Gather each line in the entries that includes the string "Keep".

Records for the exercise →
++++++++

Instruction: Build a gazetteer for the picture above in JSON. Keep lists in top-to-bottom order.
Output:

++++++++

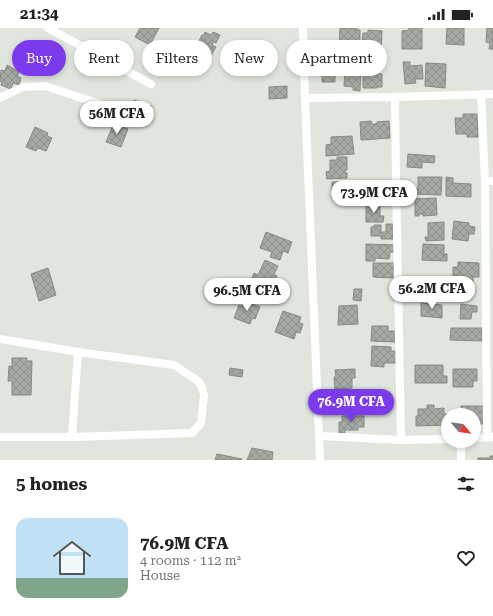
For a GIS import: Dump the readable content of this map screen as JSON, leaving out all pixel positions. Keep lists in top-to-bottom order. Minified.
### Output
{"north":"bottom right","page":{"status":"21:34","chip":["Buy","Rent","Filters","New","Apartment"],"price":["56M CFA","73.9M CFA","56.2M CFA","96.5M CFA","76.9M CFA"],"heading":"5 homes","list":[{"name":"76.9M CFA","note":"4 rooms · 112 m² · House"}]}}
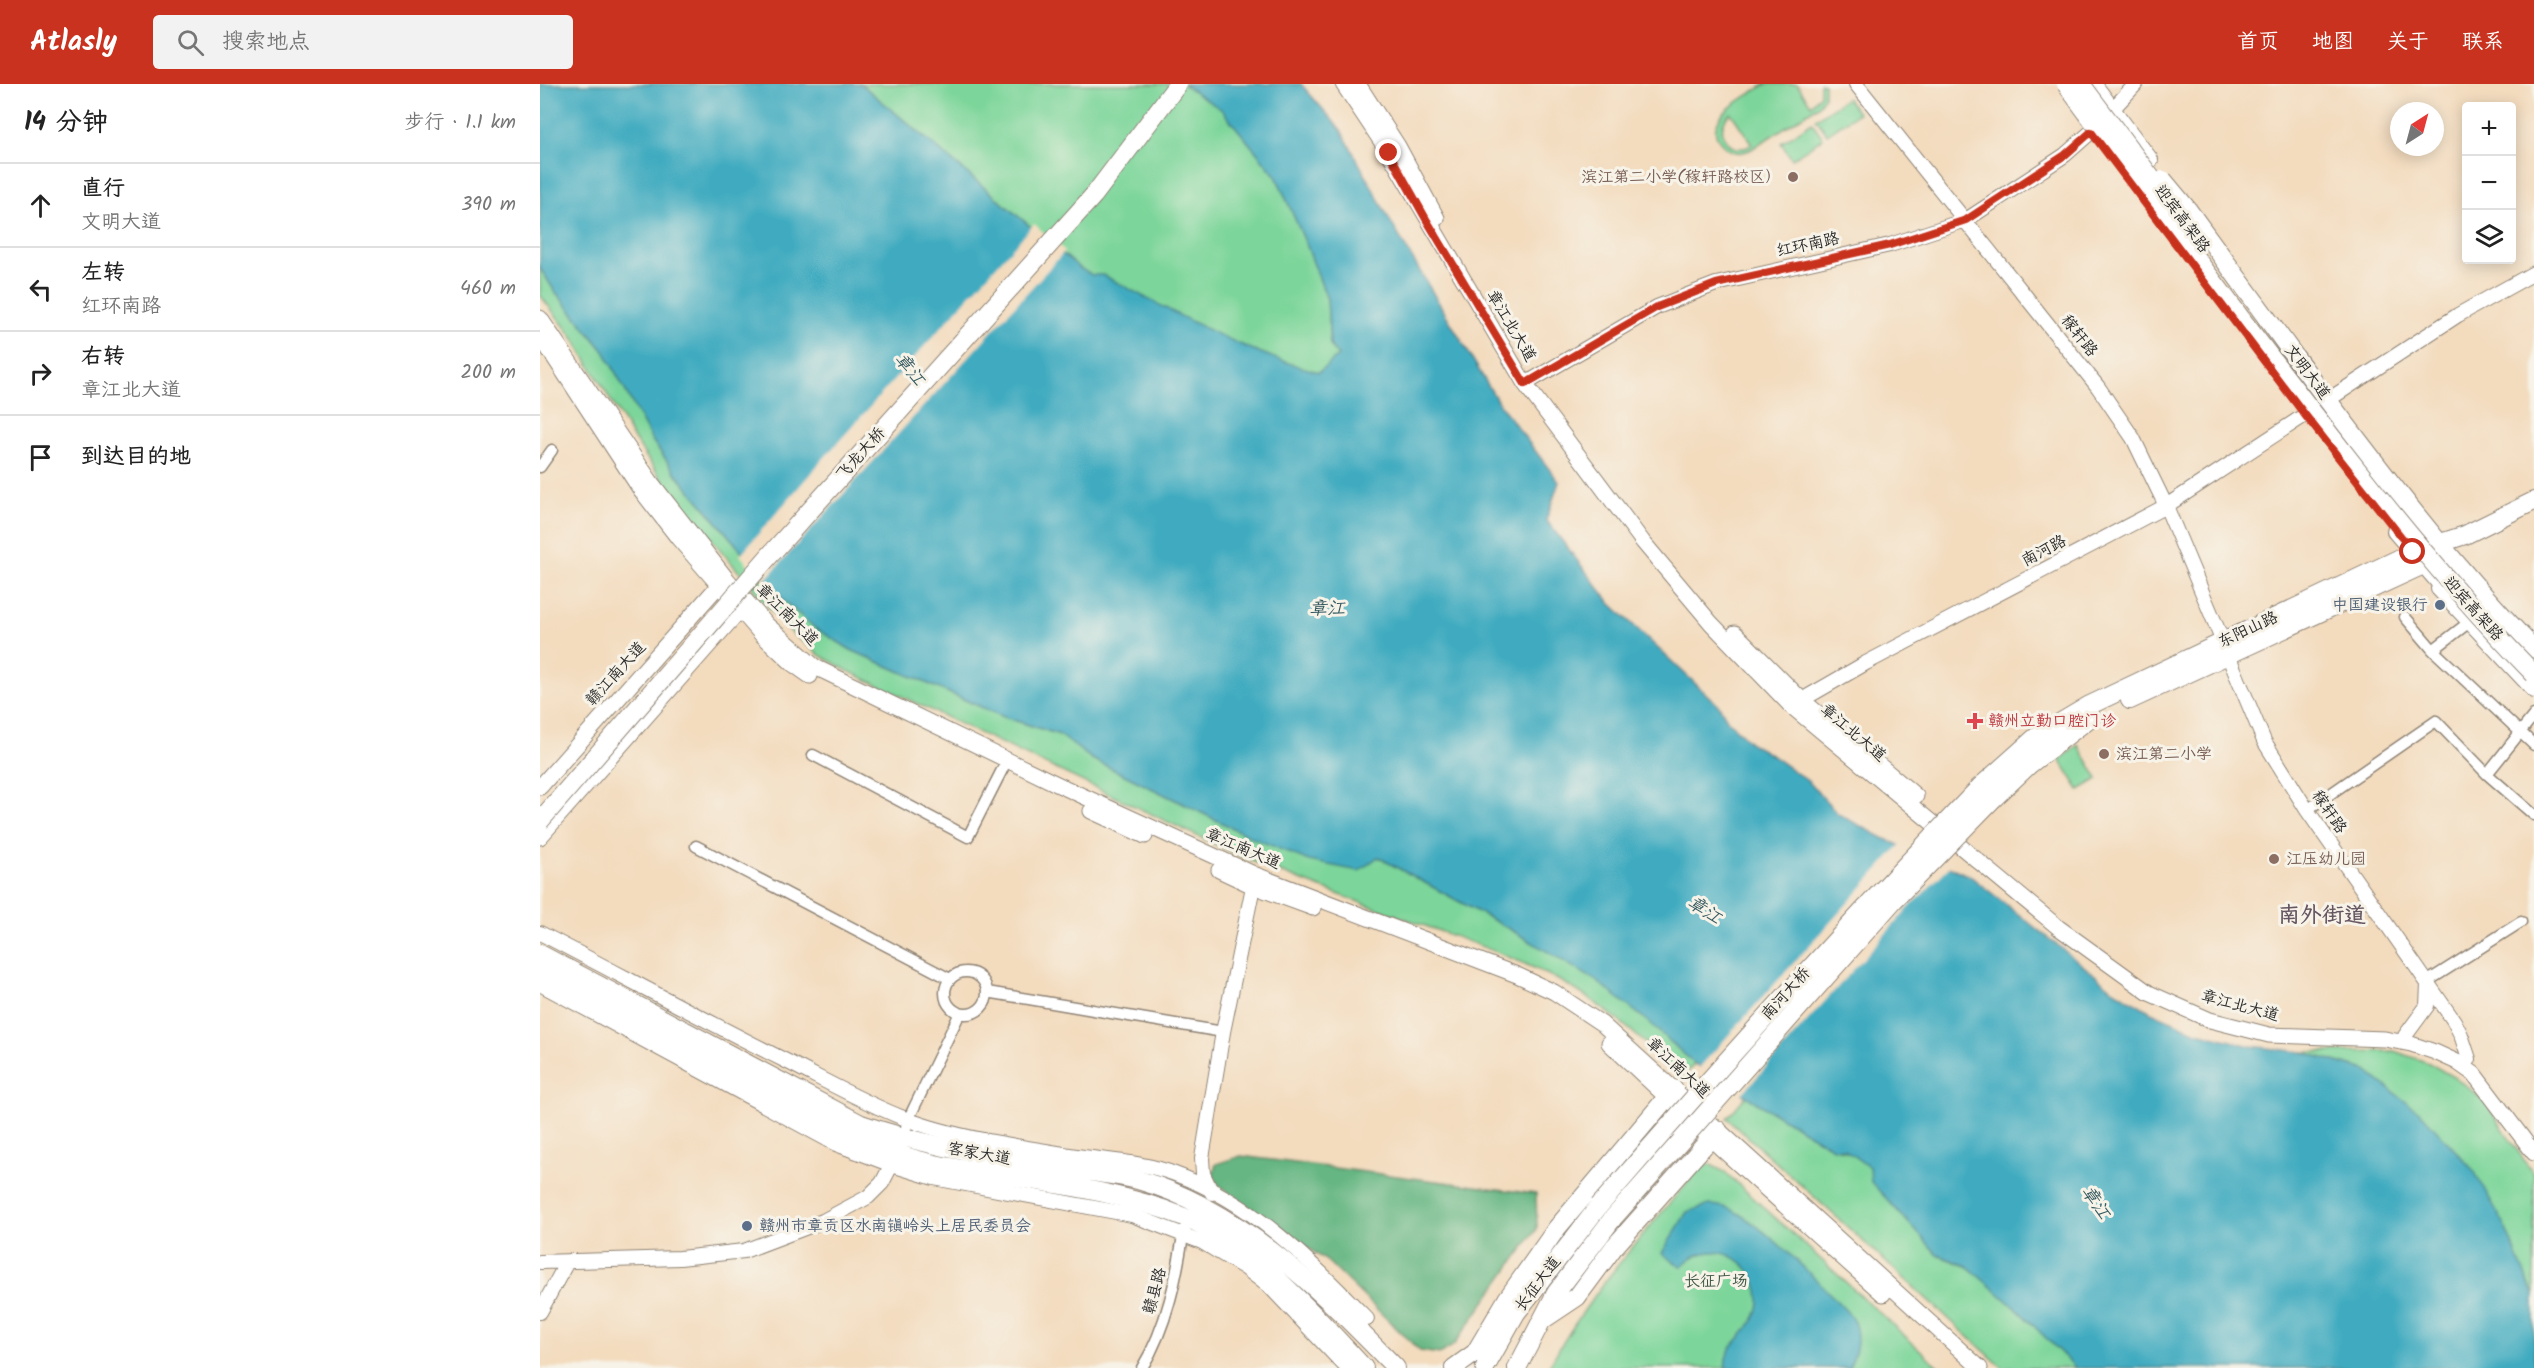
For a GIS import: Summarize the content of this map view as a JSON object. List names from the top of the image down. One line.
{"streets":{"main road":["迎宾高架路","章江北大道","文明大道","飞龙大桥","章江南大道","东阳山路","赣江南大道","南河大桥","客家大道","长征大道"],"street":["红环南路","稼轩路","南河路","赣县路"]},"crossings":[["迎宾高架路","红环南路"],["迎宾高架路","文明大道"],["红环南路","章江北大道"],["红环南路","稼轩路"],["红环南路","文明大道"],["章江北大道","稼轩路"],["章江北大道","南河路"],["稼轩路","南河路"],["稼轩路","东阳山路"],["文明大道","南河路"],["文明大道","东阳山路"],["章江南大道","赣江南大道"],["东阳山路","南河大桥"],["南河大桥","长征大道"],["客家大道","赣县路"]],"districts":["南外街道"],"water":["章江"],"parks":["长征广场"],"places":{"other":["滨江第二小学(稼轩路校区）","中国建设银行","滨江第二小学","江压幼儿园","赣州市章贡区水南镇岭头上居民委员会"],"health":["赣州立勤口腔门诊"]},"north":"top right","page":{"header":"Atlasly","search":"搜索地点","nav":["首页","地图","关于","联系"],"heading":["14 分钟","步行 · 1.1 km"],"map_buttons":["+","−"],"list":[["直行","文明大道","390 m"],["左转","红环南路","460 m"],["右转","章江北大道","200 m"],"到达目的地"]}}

++++++++

Response →
Instruction: Build a gazetteer for the picture above in JSON. Keep lists in top-to-bottom order.
For a GIS import: Dump the readable content of this map screen as JSON, leaving out all pixel positions. Keep lists in top-to-bottom order. Minified.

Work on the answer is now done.